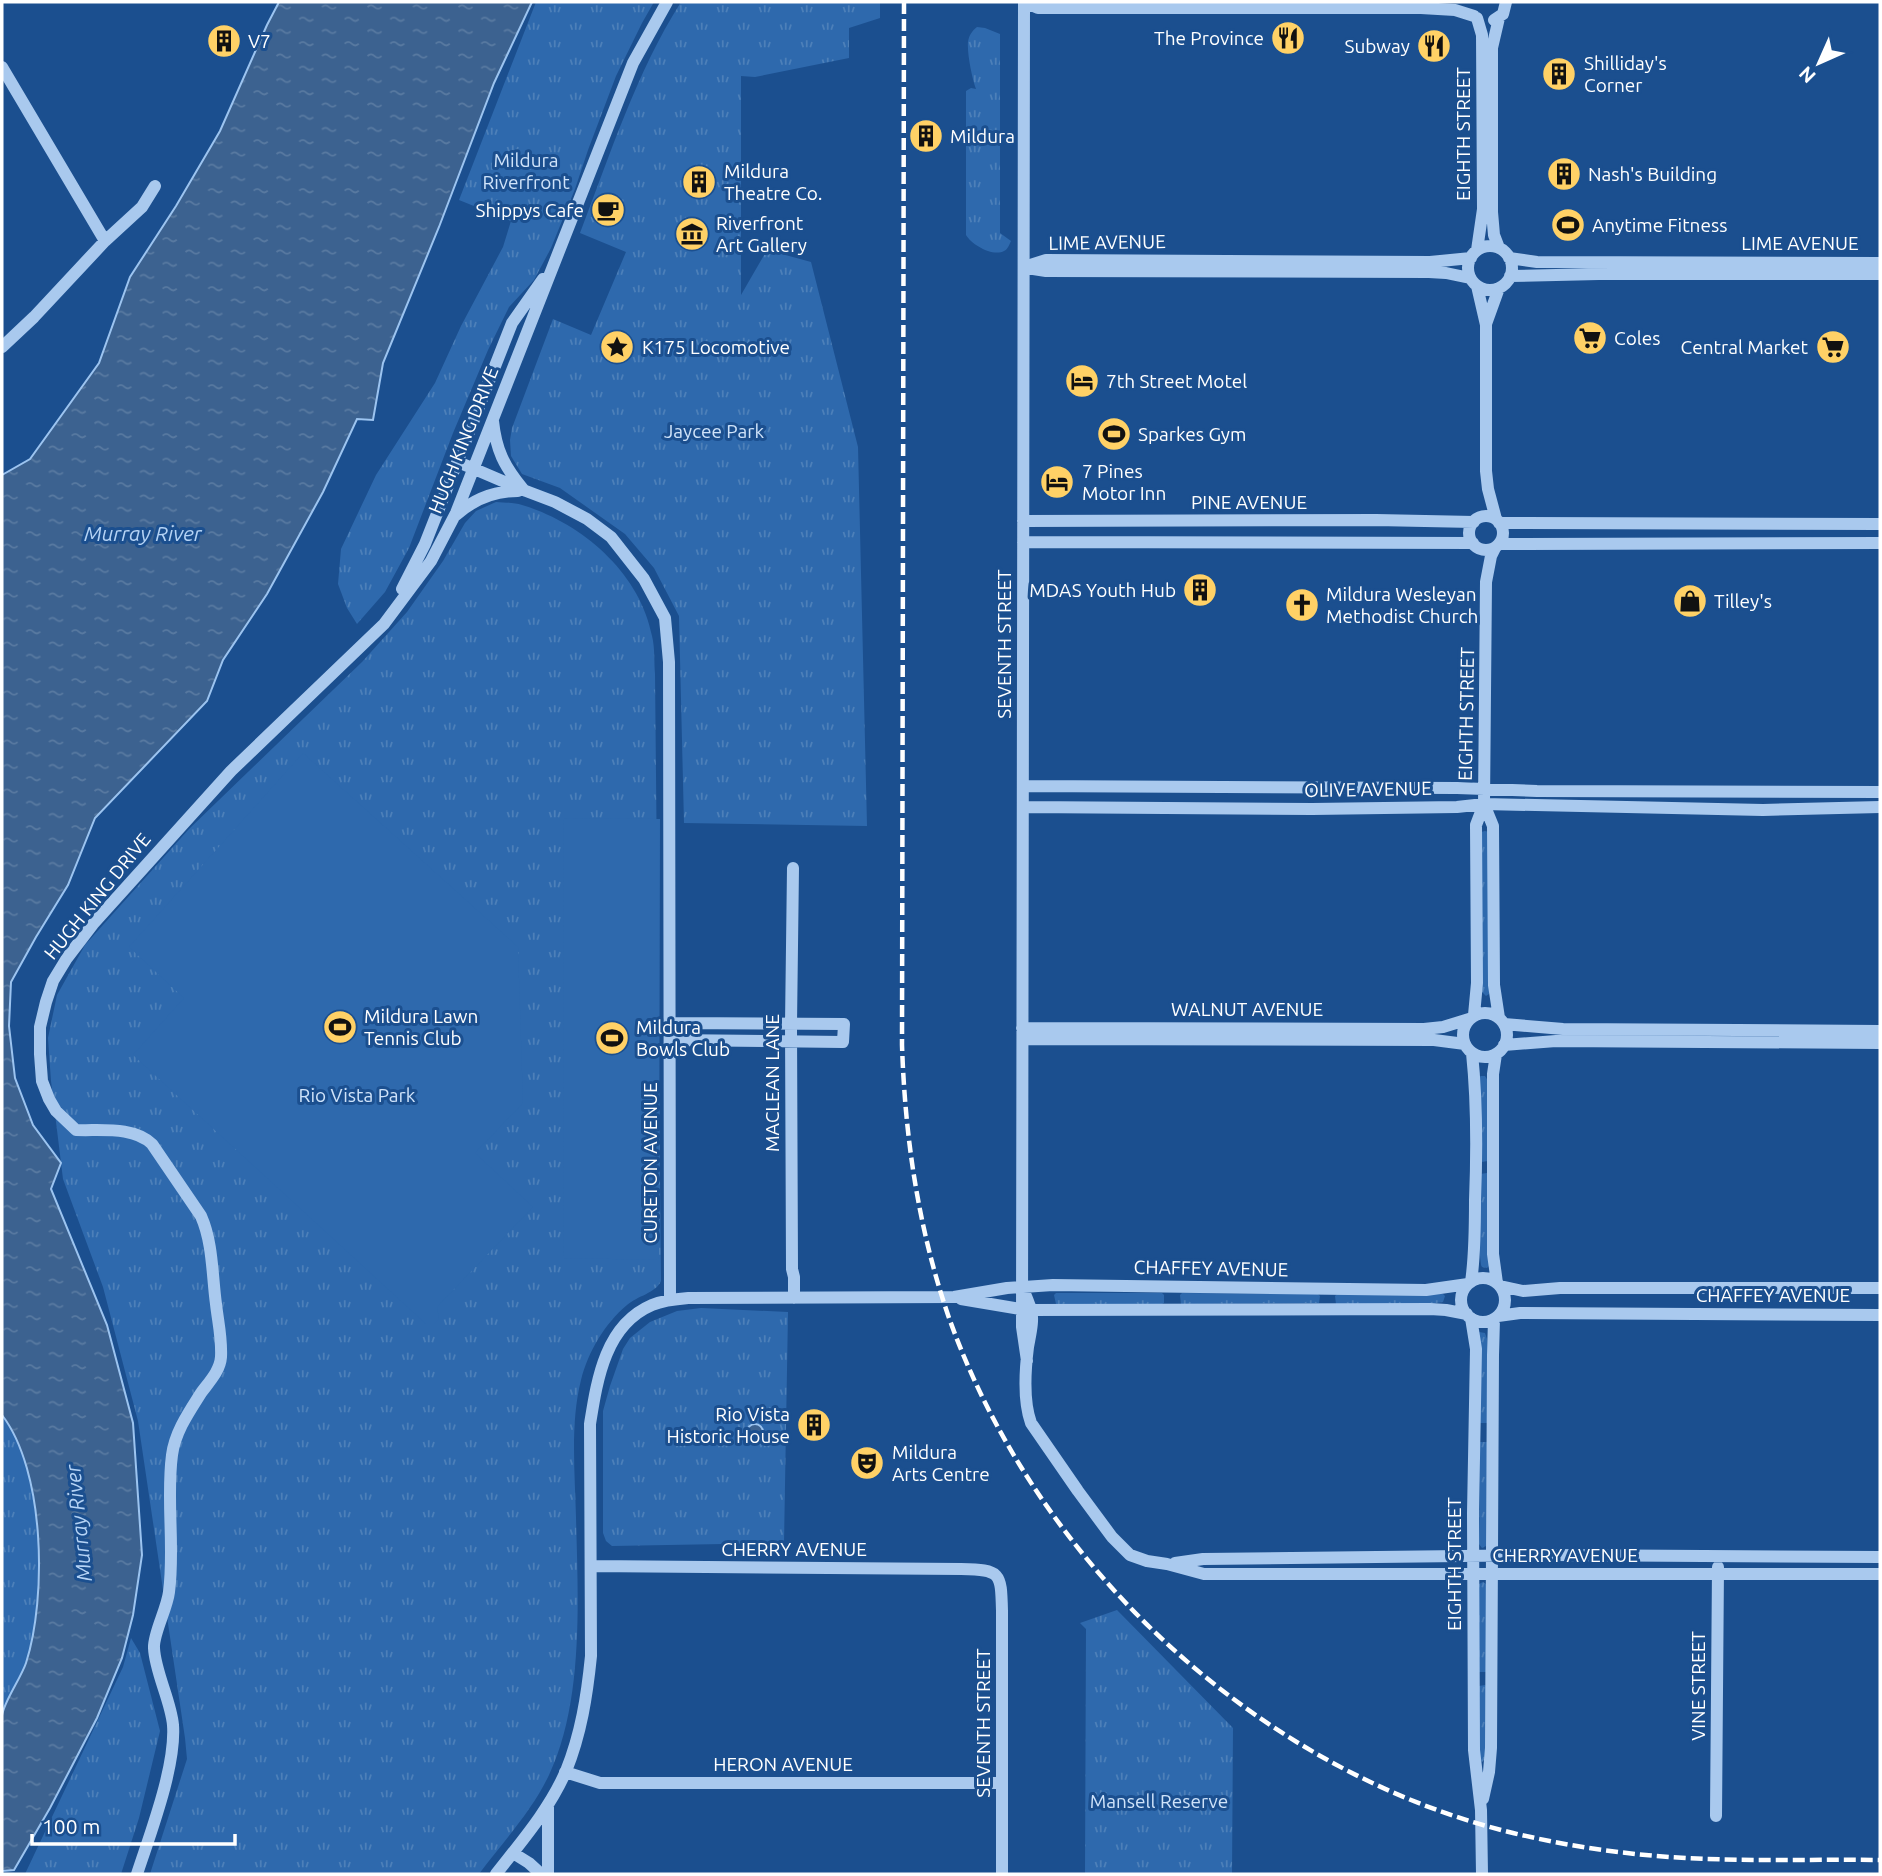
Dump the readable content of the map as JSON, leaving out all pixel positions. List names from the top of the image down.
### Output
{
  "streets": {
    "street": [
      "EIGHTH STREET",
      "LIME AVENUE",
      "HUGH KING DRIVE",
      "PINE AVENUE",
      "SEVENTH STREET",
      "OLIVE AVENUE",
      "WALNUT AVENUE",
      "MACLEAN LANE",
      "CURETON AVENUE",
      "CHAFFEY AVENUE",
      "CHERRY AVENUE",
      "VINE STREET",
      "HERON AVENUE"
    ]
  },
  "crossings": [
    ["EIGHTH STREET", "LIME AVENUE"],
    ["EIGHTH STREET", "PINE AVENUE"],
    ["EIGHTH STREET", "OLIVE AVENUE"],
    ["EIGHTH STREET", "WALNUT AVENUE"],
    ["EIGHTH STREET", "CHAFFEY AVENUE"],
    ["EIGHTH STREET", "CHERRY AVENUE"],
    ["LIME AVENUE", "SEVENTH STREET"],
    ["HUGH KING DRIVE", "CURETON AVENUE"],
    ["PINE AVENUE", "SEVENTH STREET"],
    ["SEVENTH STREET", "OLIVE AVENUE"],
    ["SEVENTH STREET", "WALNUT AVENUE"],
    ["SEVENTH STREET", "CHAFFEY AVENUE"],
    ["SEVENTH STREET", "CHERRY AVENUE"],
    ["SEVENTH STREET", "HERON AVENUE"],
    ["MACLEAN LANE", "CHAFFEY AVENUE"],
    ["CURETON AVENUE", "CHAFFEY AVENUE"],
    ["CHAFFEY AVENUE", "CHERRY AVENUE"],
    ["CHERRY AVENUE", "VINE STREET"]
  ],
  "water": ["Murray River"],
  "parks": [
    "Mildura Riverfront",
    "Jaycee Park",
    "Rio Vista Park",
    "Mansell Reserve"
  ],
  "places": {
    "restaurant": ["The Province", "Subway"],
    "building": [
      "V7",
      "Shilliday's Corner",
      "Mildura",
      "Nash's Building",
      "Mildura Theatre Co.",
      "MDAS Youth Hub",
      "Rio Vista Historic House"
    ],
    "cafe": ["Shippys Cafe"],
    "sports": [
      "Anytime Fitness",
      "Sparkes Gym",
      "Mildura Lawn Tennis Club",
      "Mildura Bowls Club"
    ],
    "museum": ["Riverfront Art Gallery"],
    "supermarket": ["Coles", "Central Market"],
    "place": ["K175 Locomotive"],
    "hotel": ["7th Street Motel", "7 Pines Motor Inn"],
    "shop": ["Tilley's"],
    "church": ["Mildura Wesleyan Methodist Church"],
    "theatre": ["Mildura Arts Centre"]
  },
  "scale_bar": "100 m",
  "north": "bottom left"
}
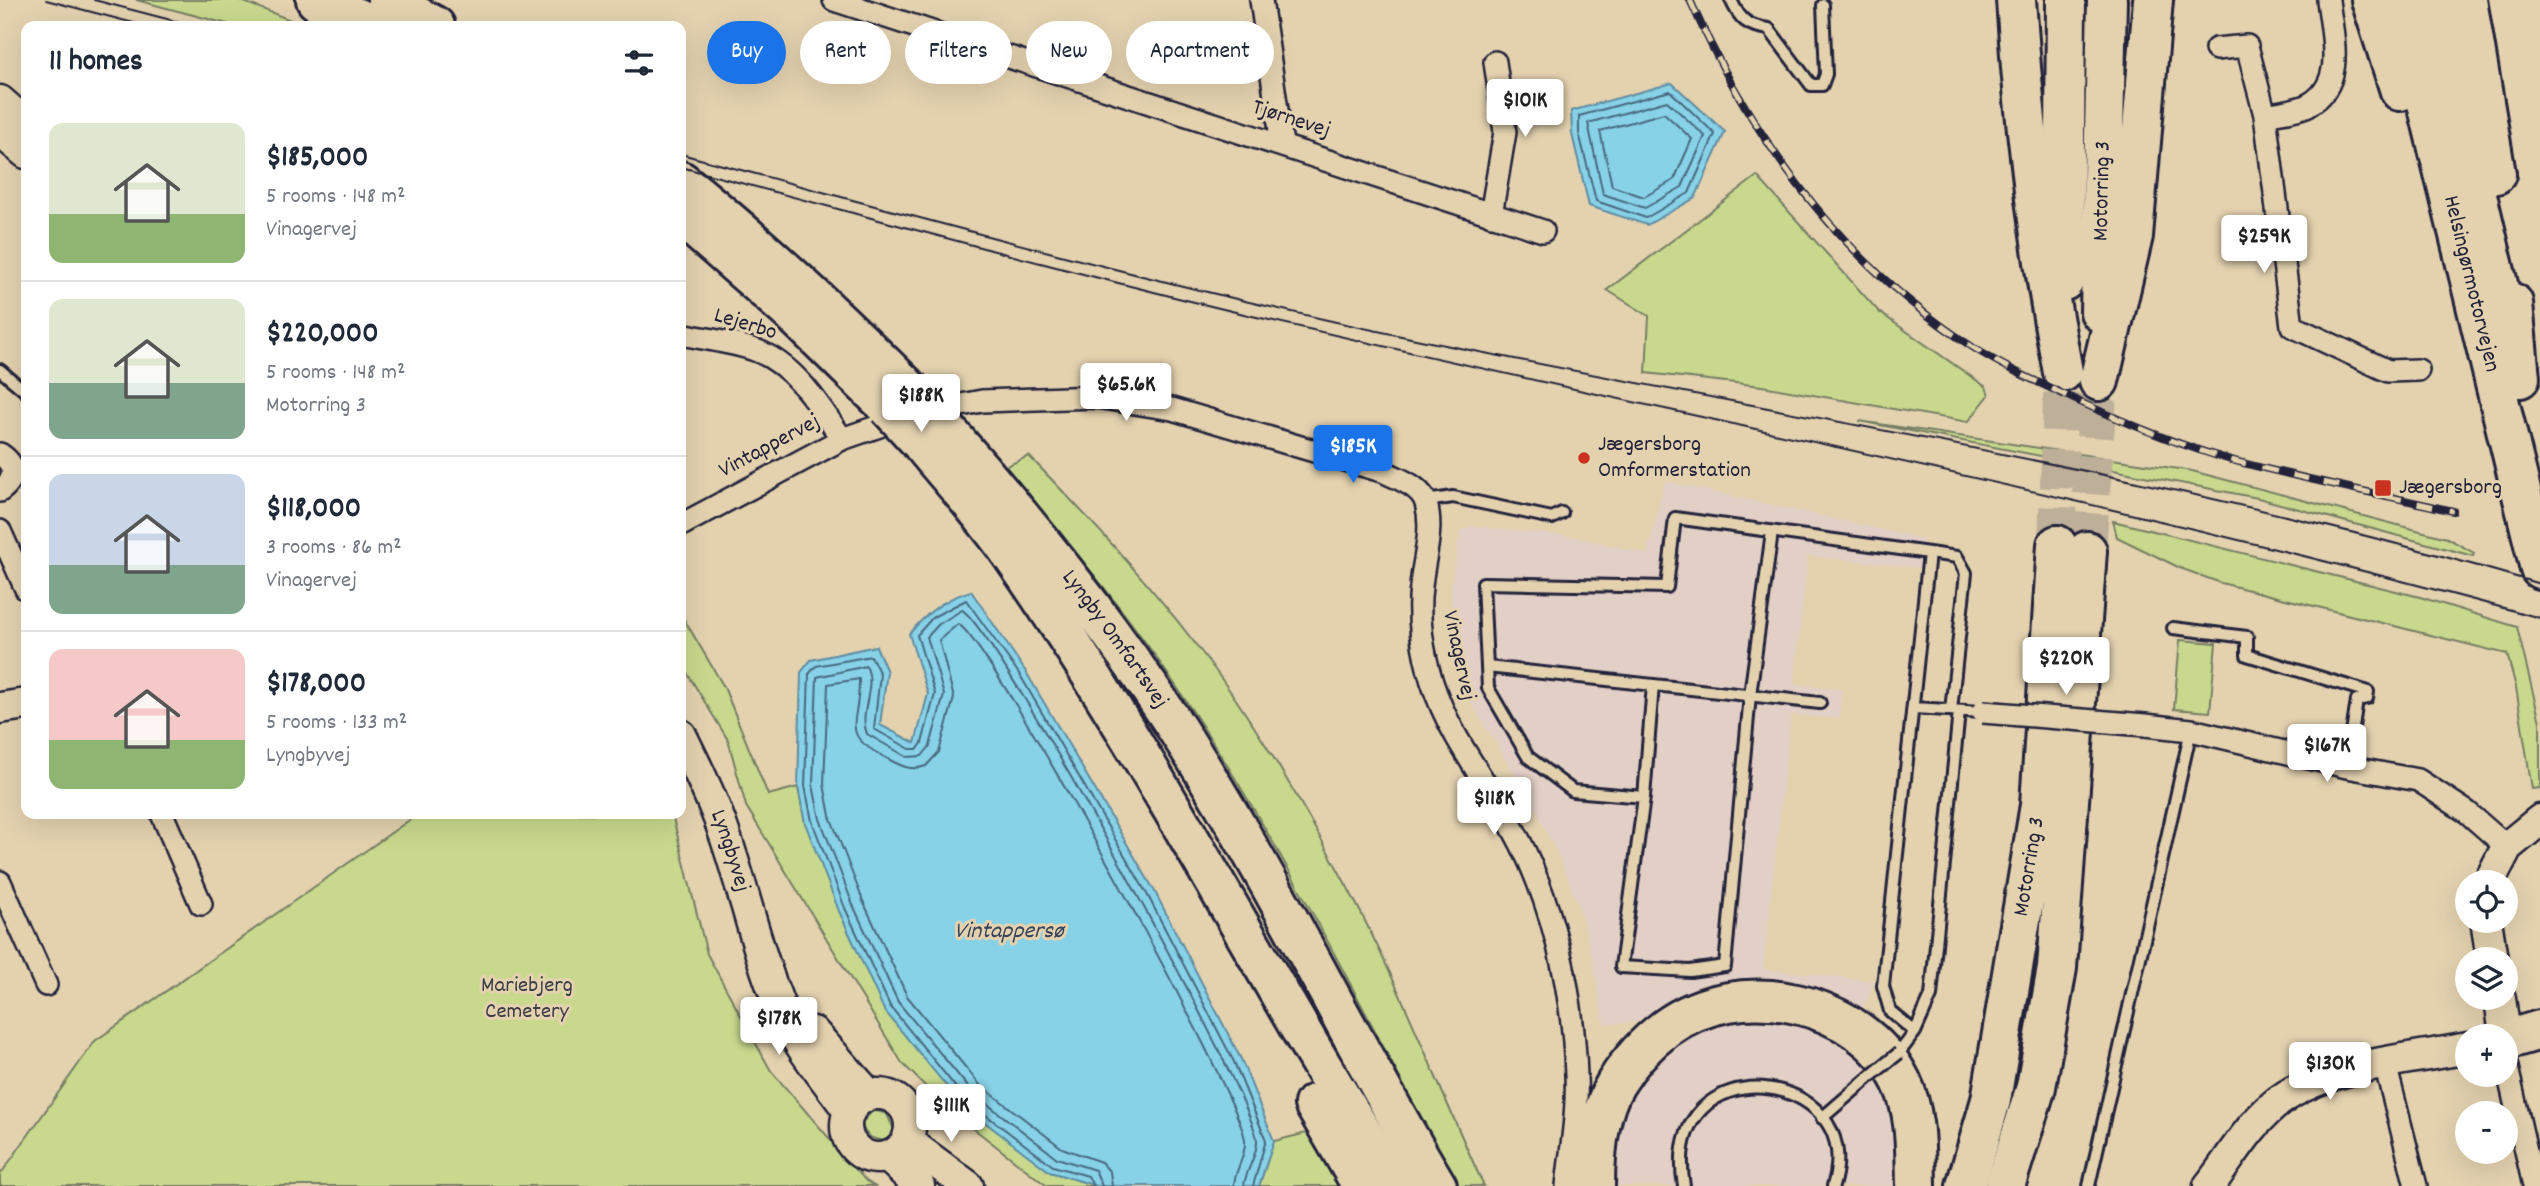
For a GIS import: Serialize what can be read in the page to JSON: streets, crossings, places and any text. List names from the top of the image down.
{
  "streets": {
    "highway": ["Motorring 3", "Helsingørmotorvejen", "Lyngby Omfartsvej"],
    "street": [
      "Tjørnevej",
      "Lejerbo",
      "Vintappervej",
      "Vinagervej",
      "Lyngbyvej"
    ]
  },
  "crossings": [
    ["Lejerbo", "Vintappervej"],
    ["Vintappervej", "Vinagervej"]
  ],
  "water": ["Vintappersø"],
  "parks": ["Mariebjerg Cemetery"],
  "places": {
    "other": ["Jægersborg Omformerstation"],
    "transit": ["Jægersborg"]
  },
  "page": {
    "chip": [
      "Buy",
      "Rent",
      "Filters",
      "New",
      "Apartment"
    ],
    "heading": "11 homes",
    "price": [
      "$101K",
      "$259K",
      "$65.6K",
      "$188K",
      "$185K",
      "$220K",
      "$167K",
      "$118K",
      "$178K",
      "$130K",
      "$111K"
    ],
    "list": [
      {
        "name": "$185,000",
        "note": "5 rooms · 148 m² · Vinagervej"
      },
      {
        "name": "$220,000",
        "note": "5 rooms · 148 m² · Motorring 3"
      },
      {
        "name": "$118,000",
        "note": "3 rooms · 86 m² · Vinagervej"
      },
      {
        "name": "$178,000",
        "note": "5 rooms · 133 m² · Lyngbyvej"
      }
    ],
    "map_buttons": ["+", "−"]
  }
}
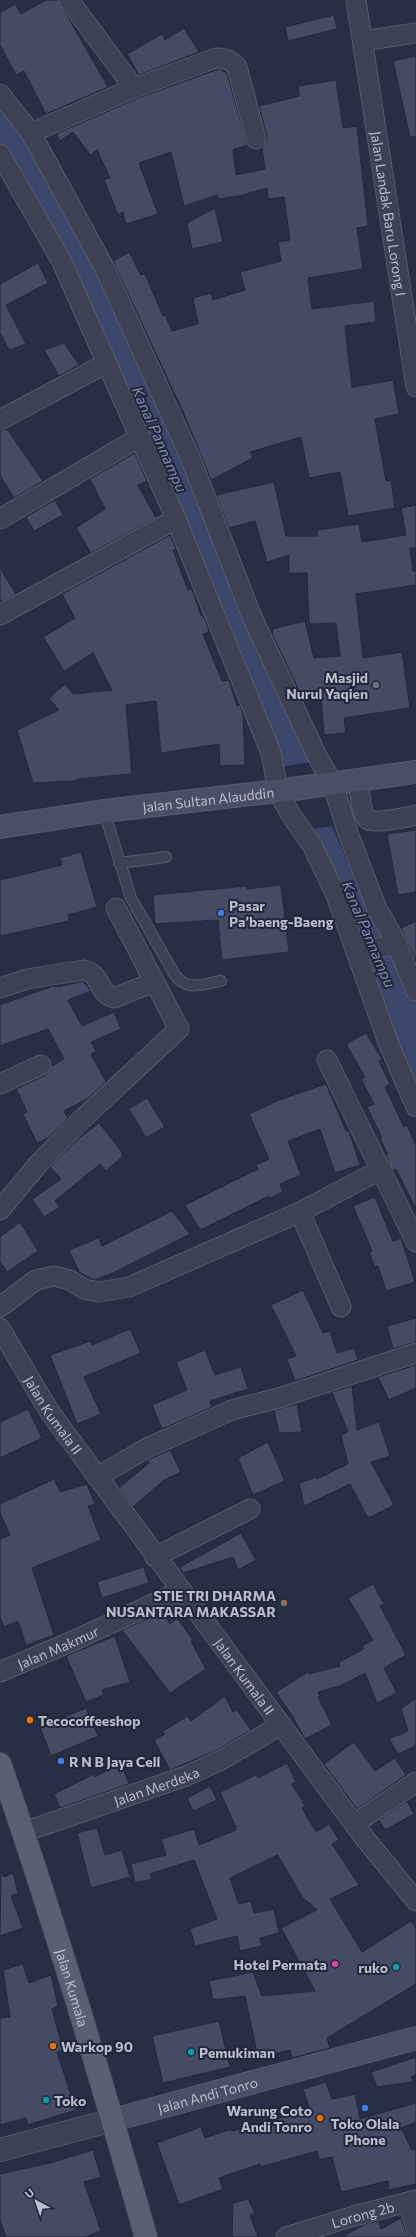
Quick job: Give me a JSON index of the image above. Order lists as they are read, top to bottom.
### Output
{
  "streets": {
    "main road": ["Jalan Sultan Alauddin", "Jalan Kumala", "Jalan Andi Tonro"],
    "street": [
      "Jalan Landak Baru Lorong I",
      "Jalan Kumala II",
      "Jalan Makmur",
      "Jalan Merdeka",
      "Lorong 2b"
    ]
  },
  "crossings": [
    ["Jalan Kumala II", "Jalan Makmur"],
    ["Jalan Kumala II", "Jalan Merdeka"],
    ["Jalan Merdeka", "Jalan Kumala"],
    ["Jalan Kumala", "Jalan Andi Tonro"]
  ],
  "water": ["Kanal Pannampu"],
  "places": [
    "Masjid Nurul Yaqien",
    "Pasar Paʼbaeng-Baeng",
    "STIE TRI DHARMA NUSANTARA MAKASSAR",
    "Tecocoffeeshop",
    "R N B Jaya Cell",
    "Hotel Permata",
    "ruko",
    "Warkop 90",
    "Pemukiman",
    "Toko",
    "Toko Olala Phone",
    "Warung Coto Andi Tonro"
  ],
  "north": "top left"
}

=======

TASK BRIEF: Work out how many lines in this data contain "Kumala". Only that number should be given.

WRITTEN ANSWER: 6